No knock on Bullitt, but after the chase scene in French Connection, you kind of wonder why anyone ever bothers trying to top it. Once Popeye Doyle commandeers a Pontiac and follows a subway car on an elevated track through Brooklyn, it is nearly impossible to believe that you’re not actually watching a cop risk his life and the lives of dozens of other drivers and pedestrians in his mad pursuit. One reason it looks so real is, like the aforementioned depressingly shitty apartment, it is real. Or a lot of it is. The film crew blocked off a few streets and controlled some of the traffic, but all too often, with Hickman standing in for Hackman at the wheel and Friedkin with a handheld camera in the back seat, they drove through real traffic right through Brooklyn at 90 miles an hour in the middle of the day, and the near escapes you see really were near escapes.

The only part of the chase scene that was blocked out and rehearsed beforehand was the moment when Hackman almost drives over a woman pushing a baby carriage.

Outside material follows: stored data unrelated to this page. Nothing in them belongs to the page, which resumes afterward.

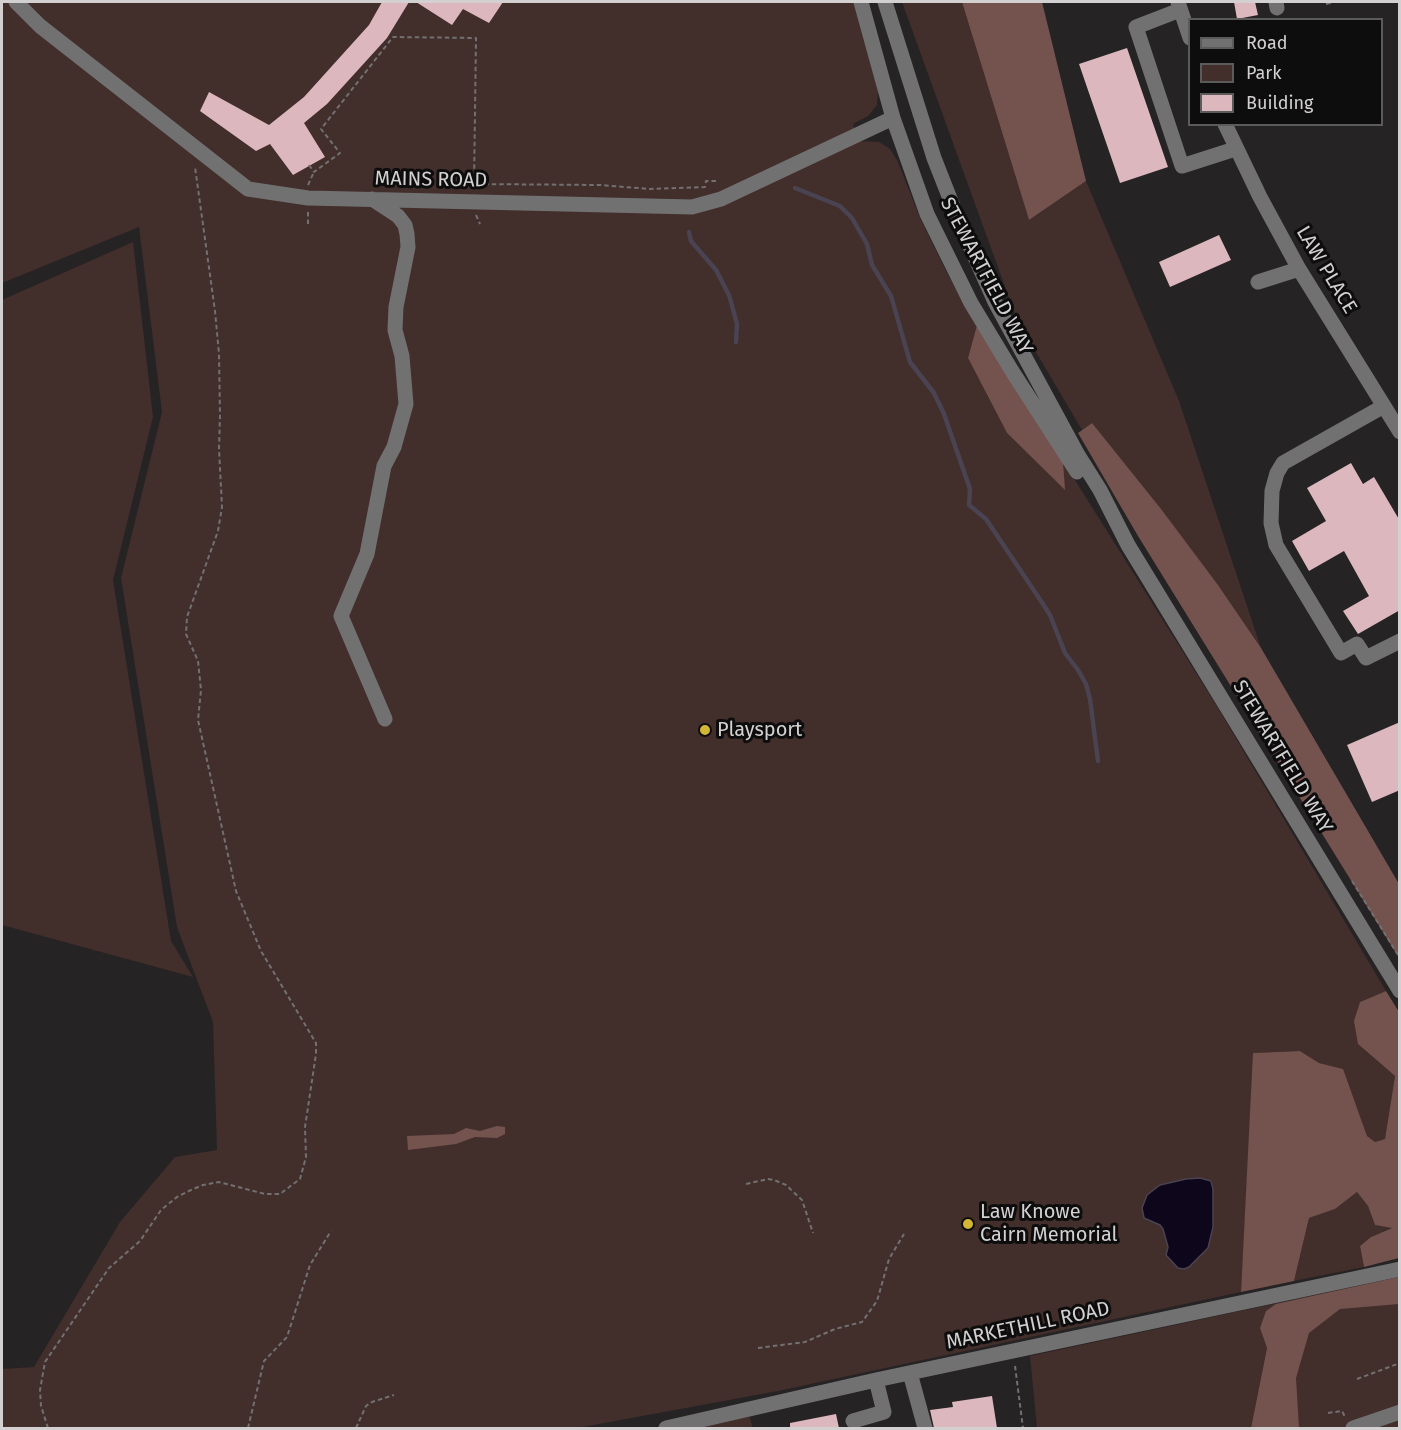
<!DOCTYPE html>
<style>
body{margin:0}
#map{position:relative;width:1401px;height:1430px;overflow:hidden;background:#262325;font-family:"Fira Sans",sans-serif}
canvas{display:block}
.frame{position:absolute;inset:0;border:3px solid #d2d0d1;pointer-events:none}
.legend{position:absolute;left:1188px;top:18px;width:195px;height:108px;box-sizing:border-box;background:#0e0d0e;border:2px solid #5c5b5c;margin:0;padding:8px 10px;list-style:none;font-size:18px;color:#d2d0d1}
.legend li{display:flex;align-items:center;gap:12px;height:30px}
.legend b{width:30px;border:2px solid #5c5b5c}
</style>
<div id="map">
<canvas width="1401" height="1430"></canvas>
<div class="frame"></div>
<ul class="legend">
<li><b style="height:8px;background:#727172"></b>Road</li>
<li><b style="height:16px;background:#422e2b"></b>Park</li>
<li><b style="height:16px;background:#ddb7be"></b>Building</li>
</ul>
</div>
<script>
const g = document.querySelector('canvas').getContext('2d');
g.lineJoin = 'round';
function paint(path, color) {
  g.fillStyle = color;
  g.fill(path, 'evenodd');
}
function shape(rows) {
  const path = new Path2D();
  for (const r of rows) {
    path.moveTo(r[0], r[1]);
    for (let i = 2; i < r.length; i += 2) path.lineTo(r[i], r[i + 1]);
  }
  return path;
}
function strokePath(path, color, width, dash) {
  g.strokeStyle = color;
  g.lineWidth = width;
  g.lineCap = dash ? 'butt' : 'round';
  g.setLineDash(dash || []);
  g.stroke(path);
}
function drawText(font, color, halo, rows, align = 'center') {
  g.font = font + ' "Fira Sans",sans-serif';
  g.lineWidth = 6;
  g.setLineDash([]);
  g.textBaseline = 'middle';
  g.strokeStyle = halo;
  g.fillStyle = color;
  for (const [text, x, y, turn = 0] of rows) {
    g.save();
    g.translate(x, y);
    g.rotate((+turn || 0) * Math.PI / 180);
    g.textAlign = isNaN(turn) ? turn : align;
    if (halo) g.strokeText(text, 0, 0);
    g.fillText(text, 0, 0);
    g.restore();
  }
}
const green = shape([
 [2,2,854,2,878,90,877,105,868,116,853,124,859,141,879,142,890,149,897,160,920,218,947,273,977,325,968,358,1007,433,1064,489,1063,461,1215,703,1386,991,1360,1002,1358,1044,1395,1076,1385,1139,1375,1142,1367,1136,1342,1069,1319,1063,1300,1051,1254,1053,1241,1292,778,1391,577,1428,2,1428,2,1369,34,1367,120,1222,175,1157,217,1150,213,1022,177,927,121,578,162,412,139,227,2,283],
 [902,2,962,2,1029,220,1086,181,1179,401,1261,648,1218,585,1092,423,1082,430,1017,320],
 [133,242,153,417,113,580,171,941,193,977,2,925,2,300],
 [1357,1192,1368,1206,1375,1225,1393,1227,1371,1237,1360,1246,1364,1267,1294,1281,1309,1218,1335,1209],
 [1399,1277,1399,1428,1259,1428,1276,1305,1260,1327,1267,1348,1251,1428,1037,1428,1030,1356],
 [749,1415,753,1428,692,1428]
]);
const forest = shape([
 [962,2,1042,2,1086,181,1029,220],
 [977,325,1063,461,1065,490,1007,433,968,358],
 [1092,423,1161,509,1218,585,1261,648,1399,884,1399,958,1138,536,1078,433],
 [1386,991,1399,1012,1399,1258,1364,1267,1360,1246,1371,1237,1392,1228,1375,1225,1368,1206,1357,1192,1335,1209,1309,1218,1294,1281,1241,1292,1253,1053,1300,1051,1319,1063,1343,1069,1367,1136,1375,1142,1385,1139,1395,1076,1358,1044,1354,1021,1360,1002],
 [497,1126,505,1127,505,1134,497,1138,475,1137,456,1144,408,1150,407,1136,454,1134,466,1128,480,1131],
 [1399,1277,1399,1304,1340,1309,1309,1333,1296,1378,1299,1428,1251,1428,1267,1348,1260,1328,1266,1311,1276,1304]
]);
const water = shape([
 [1200,1178,1211,1181,1213,1189,1213,1227,1208,1248,1189,1267,1184,1269,1178,1268,1166,1255,1168,1247,1163,1229,1160,1225,1144,1218,1142,1208,1147,1195,1160,1185,1186,1179,1200,1178]
]);
const stream = shape([
 [795,188,840,206,852,218,867,244,872,265,891,296,910,362,934,393,944,414,970,489,969,505,986,519,1043,604,1050,615,1065,653,1078,670,1086,684,1090,699,1098,761],
 [689,232,691,241,716,270,729,295,737,324,736,342]
]);
const building = shape([
 [382,2,409,2,387,38,327,104,304,123,325,157,293,175,270,144,256,151,200,111,209,92,269,125,304,97,369,25],
 [416,2,503,2,489,23,463,9,452,25],
 [1234,2,1255,2,1258,15,1237,19],
 [1127,48,1168,167,1120,183,1079,64],
 [1219,235,1231,260,1170,287,1159,262],
 [1351,463,1363,484,1374,477,1400,521,1400,610,1358,634,1343,611,1369,596,1344,551,1309,571,1292,541,1326,521,1307,488],
 [1400,722,1400,790,1372,802,1347,745],
 [992,1396,997,1428,934,1428,930,1410,953,1407,952,1402],
 [836,1414,839,1428,790,1428,790,1423]
]);
const path = shape([
 [1326,4,1330,3,1330,2],
 [309,165,314,172,340,153,321,129,393,37,476,38,474,184,600,185,650,189,705,187,706,181,718,181],
 [308,185,313,174],
 [476,215,480,224],
 [308,224,308,211],
 [1352,881,1400,958],
 [746,1184,768,1179,774,1180,786,1185,802,1200,813,1233],
 [758,1348,805,1342,835,1329,862,1322,877,1301,889,1259,904,1234],
 [1015,1366,1023,1428],
 [1357,1379,1400,1363],
 [1328,1413,1342,1411,1345,1417],
 [48,1428,41,1406,40,1390,45,1362,109,1268,140,1241,161,1210,177,1197,191,1190,203,1185,219,1182,265,1194,280,1194,300,1179,306,1157,305,1127,316,1054,316,1043,261,951,236,891,198,720,201,690,198,661,186,634,187,617,218,531,222,507,219,449,220,416,219,354,215,311,195,167],
 [248,1428,264,1361,287,1337,310,1265,331,1231],
 [356,1428,366,1406,372,1402,394,1395]
]);
const minor = shape([
 [16,2,40,26,248,189,308,198,692,207,721,199,893,118],
 [861,2,893,118,927,214,971,303,1012,371,1077,472],
 [885,2,934,158,958,219,995,302,1078,455,1100,490,1128,545,1400,991],
 [1178,2,1190,38],
 [1276,2,1277,8],
 [1180,10,1136,27,1182,166,1235,149],
 [1225,124,1260,197,1299,269,1400,432],
 [372,199,398,216,405,225,407,234,408,247,396,307,395,330,402,356,406,404,394,447,384,466,367,554,341,616,385,719],
 [1258,282,1299,269],
 [1384,406,1283,463,1277,473,1272,491,1271,523,1276,545,1341,653,1357,644,1366,658,1400,641],
 [910,1373,925,1428],
 [853,1421,884,1412,876,1380],
 [666,1428,876,1380,1400,1269],
 [1353,1428,1400,1412]
]);
const markers = [
 [705,730,6,"#d3b635"],
 [968,1224,6,"#d3b635"]
];
const streetNames = [
 ["MAINS ROAD",431,180,1],
 ["LAW PLACE",1326,270,59],
 ["STEWARTFIELD WAY",986,276,62],
 ["STEWARTFIELD WAY",1282,757,59],
 ["MARKETHILL ROAD",1028,1326,-12]
];
const poiNames = [
 ["Playsport",717,730],
 ["Law Knowe",980,1212],
 ["Cairn Memorial",980,1235]
];
paint(green, '#422e2b');
paint(forest, '#74534e');
paint(water, '#0e071c');
strokePath(water, '#494352', 1.5);
strokePath(stream, '#494352', 4.5);
paint(building, '#ddb7be');
strokePath(path, '#727071', 2, [4.5, 3]);
strokePath(minor, '#727172', 15);
for (const [x, y, r, color] of markers) {
  const dot = new Path2D();
  dot.arc(x, y, r, 0, 2 * Math.PI);
  g.fillStyle = color;
  g.fill(dot);
  strokePath(dot, '#0e0d0e', 2);
}
drawText('20px', '#d2d0d1', '#0e0d0e', streetNames);
drawText('20px', '#d2d0d1', '#0e0d0e', poiNames, 'left');
</script>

As the movie progresses, the audience comes to understand that this is no ordinary action movie where bad guys get booed and good guys are cheered. Sometimes it’s even hard to figure who the bad guys are. Popeye Doyle is a foul mouthed racist; by movie’s end it’s hard to find an ethnic group he hasn’t slurred during the previous two hours. And he’s not just a bigot. He fatally shoots another cop by accident and very much on purpose shoots an unarmed man in the back after endangering what seems like half of Brooklyn in that high-speed car chase. Sometimes it’s easier to like Rey’s elegant drug smuggler more than his soiled adversary.

Most strikingly, the film never tells you how to feel about any of this, which is probably what makes the film so powerful even today. You walk in expecting an action picture and lord knows you get that in spades, but you also get a portrait of extremely flawed people, some of whom happen to be crooks and some who happen to be cops.

And the ambiguity extends right up to the last second of the action, when there’s an offstage gunshot and the screen goes blank. “You could never shoot that ending today,” Friedkin said several decades after the movie came out, and he’s right. Hollywood does not like a mess. It does not like leaving questions unanswered.

But it’s the ambiguity that keeps things interesting. Our questions about who shot whom hang in the air, just as our opinion of Doyle remains unresolved. It’s a picture that nags at you long after the final credits.

Was this intentional on the part of the filmmakers? Absolutely, even when it left them feeling miserable about themselves. Hackman, who took home the Oscar for Best Actor, in particular was terrified of what Egan had unleashed in him. It infuriated him when, after he filmed particularly brutal scenes, he could hear Egan crowing behind the cameras, “He’s even more me than me!”

In his memoir The Friedkin Connection, the director explained it best: “It was the era of the antihero. The temper of the times was irrational, fear and paranoia, both old friends of mine. Filmmakers and audiences no longer believed in a man on a white horse. We knew he was flawed, because we were flawed. Dirty Harry shot a suspect in cold blood, and audiences cheered. When Popeye shot the French hitman in the back at the end of The French Connection chase, there was applause in theaters across the country. When Popeye used the N-word, African Americans laughed, because they saw it as an honest portrayal of police attitudes. The films of the 1970s started to depict the moral ambiguity we recognized in ourselves.”

No movie has done that better than The French Connection.